[Dataset records — start]
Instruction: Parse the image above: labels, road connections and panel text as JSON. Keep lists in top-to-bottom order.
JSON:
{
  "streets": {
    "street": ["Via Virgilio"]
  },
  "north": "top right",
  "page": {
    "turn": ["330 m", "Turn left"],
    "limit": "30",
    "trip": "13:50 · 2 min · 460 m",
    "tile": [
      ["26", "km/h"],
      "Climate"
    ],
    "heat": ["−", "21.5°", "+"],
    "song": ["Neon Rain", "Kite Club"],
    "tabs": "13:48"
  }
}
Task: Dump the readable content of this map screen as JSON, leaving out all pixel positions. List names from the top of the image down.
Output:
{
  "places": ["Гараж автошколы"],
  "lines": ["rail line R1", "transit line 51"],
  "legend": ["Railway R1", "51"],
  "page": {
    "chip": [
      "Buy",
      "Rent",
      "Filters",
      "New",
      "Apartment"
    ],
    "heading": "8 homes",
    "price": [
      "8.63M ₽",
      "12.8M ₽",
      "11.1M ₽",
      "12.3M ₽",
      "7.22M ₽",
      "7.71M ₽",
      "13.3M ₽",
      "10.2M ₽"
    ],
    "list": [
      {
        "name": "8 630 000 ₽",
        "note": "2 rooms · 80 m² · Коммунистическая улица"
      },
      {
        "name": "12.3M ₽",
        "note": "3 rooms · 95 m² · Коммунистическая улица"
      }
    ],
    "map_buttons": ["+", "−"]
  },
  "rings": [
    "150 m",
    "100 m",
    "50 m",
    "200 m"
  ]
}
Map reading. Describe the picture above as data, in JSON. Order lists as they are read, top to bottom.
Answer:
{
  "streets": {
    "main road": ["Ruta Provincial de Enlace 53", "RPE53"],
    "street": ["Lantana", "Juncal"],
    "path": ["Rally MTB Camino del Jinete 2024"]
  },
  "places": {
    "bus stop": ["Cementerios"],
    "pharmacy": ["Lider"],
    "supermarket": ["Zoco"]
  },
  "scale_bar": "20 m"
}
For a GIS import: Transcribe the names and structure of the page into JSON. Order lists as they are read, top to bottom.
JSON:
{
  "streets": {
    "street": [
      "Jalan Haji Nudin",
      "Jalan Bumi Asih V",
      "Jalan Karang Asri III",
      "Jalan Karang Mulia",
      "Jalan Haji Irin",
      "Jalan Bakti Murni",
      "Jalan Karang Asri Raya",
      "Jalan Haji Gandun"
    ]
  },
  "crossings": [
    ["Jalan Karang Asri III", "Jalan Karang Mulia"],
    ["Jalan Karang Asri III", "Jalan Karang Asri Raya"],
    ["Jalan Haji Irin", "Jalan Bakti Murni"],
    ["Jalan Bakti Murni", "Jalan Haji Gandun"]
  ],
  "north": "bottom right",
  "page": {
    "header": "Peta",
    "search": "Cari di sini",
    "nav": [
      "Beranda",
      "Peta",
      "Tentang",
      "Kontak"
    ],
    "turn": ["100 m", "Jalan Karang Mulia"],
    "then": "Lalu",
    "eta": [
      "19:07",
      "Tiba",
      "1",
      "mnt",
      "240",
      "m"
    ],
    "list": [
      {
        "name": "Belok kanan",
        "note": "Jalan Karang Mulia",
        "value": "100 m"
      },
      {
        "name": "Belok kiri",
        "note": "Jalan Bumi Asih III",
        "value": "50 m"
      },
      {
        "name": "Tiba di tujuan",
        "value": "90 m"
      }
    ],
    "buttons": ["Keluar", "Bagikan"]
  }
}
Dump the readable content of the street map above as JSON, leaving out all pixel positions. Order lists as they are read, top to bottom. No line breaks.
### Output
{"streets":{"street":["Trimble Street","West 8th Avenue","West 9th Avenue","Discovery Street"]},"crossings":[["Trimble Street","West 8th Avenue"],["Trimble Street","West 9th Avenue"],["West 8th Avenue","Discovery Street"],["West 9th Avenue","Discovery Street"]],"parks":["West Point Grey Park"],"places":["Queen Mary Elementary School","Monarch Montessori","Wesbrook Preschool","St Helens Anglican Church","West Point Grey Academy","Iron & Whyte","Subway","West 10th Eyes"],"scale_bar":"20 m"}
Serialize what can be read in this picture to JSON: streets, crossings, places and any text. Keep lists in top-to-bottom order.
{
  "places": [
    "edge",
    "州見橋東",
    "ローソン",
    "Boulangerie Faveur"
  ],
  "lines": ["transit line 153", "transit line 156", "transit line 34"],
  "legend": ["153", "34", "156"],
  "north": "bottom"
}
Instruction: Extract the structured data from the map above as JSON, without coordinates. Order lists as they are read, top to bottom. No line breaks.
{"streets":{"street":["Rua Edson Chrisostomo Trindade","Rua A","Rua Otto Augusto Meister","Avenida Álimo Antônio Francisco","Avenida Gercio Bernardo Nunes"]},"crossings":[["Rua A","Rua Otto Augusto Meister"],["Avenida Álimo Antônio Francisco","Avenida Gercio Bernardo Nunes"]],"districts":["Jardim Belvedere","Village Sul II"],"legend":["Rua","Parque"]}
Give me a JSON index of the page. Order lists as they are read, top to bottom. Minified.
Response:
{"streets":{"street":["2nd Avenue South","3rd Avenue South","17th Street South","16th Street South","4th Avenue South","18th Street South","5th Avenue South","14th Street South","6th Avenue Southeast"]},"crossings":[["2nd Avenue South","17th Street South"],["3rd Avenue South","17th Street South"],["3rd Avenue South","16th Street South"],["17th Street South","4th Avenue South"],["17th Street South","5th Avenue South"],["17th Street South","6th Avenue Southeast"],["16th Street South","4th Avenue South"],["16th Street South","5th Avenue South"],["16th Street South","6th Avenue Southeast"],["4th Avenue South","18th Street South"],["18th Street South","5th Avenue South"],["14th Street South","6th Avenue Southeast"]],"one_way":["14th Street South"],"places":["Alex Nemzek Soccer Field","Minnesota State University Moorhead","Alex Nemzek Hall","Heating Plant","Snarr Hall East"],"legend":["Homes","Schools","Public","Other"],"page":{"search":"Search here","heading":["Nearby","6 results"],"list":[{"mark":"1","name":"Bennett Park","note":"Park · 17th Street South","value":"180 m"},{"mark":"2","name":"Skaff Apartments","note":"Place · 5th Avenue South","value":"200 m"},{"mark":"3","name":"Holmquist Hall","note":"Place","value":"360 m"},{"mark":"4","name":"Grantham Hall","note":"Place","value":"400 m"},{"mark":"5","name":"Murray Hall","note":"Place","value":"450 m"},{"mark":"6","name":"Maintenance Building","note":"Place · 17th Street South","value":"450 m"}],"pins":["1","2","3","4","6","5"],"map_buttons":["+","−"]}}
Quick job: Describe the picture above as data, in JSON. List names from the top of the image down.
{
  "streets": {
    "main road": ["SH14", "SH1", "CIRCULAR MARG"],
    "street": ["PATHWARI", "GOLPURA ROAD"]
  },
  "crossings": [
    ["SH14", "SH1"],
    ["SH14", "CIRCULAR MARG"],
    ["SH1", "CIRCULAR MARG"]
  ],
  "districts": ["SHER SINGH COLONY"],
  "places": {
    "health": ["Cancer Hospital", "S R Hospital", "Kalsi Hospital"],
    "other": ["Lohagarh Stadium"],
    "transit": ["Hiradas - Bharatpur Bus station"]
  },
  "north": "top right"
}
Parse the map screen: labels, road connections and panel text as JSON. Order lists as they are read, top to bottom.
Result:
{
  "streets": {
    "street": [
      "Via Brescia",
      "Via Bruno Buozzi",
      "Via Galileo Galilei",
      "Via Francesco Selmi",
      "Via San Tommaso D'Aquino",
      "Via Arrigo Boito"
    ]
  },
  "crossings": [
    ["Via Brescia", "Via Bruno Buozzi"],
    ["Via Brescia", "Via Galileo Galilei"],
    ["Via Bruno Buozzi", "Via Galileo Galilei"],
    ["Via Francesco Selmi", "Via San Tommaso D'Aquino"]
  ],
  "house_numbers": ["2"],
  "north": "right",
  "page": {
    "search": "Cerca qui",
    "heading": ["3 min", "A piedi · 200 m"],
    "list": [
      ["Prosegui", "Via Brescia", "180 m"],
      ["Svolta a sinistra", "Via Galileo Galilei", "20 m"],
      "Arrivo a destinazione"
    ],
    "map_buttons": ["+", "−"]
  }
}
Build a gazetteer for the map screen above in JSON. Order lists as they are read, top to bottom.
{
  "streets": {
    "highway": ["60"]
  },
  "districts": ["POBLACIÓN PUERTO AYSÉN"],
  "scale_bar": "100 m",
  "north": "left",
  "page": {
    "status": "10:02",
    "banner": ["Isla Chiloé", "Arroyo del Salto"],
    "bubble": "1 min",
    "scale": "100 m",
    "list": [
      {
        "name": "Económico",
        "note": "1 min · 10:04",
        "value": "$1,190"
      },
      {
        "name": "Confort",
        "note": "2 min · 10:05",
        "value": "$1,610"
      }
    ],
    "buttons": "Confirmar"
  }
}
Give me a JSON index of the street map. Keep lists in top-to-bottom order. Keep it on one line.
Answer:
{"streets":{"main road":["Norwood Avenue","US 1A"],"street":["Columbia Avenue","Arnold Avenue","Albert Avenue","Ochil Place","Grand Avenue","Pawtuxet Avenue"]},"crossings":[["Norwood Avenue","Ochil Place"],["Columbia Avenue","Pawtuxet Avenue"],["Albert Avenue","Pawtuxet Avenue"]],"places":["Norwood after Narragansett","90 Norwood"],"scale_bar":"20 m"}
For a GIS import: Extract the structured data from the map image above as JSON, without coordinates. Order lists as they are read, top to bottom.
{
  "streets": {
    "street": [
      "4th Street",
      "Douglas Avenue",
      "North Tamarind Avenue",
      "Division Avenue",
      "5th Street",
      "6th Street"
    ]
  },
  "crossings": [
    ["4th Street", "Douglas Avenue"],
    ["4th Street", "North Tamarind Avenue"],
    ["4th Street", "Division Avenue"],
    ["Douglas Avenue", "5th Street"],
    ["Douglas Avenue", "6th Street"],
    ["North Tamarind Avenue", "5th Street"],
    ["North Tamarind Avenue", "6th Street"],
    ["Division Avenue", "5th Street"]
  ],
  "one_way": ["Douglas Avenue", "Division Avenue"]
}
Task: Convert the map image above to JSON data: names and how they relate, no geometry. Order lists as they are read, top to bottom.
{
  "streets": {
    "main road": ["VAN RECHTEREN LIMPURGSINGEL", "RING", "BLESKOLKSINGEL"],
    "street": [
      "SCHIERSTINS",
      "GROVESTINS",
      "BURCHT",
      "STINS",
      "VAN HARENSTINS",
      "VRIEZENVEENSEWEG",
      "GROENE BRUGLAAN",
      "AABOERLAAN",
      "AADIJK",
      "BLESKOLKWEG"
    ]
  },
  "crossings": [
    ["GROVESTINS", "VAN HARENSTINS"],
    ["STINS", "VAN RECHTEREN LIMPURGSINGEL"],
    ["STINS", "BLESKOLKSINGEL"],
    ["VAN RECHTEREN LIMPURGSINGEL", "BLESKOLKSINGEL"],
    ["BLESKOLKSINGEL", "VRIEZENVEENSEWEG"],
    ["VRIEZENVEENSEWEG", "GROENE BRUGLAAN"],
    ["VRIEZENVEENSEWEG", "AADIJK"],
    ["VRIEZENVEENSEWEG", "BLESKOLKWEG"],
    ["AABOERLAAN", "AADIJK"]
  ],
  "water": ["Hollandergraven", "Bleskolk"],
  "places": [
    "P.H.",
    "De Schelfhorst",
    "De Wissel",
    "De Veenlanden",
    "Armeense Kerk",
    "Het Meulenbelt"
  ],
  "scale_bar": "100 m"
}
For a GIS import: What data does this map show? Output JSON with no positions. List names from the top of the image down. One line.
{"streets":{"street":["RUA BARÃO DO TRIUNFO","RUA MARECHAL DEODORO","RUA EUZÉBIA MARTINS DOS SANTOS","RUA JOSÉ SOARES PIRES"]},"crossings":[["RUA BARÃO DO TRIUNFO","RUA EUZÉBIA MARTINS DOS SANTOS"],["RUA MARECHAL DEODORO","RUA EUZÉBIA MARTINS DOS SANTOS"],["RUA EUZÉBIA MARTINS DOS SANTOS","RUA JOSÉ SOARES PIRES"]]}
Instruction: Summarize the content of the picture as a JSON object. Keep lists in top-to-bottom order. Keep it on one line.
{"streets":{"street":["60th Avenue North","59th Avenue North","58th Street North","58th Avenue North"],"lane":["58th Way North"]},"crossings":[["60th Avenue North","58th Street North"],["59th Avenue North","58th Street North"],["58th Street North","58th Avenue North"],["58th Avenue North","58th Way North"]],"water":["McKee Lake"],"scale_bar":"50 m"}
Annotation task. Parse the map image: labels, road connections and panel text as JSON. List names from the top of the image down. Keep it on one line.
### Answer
[Dataset records — finish]
§ **Assignment**:
All that belongs in the answer is an exact copy of the lines from the start of the records above through the line with "Task: Dump the".

§ **Answer area**:
Instruction: Parse the image above: labels, road connections and panel text as JSON. Keep lists in top-to-bottom order.
JSON:
{
  "streets": {
    "street": ["Via Virgilio"]
  },
  "north": "top right",
  "page": {
    "turn": ["330 m", "Turn left"],
    "limit": "30",
    "trip": "13:50 · 2 min · 460 m",
    "tile": [
      ["26", "km/h"],
      "Climate"
    ],
    "heat": ["−", "21.5°", "+"],
    "song": ["Neon Rain", "Kite Club"],
    "tabs": "13:48"
  }
}
Task: Dump the readable content of this map screen as JSON, leaving out all pixel positions. List names from the top of the image down.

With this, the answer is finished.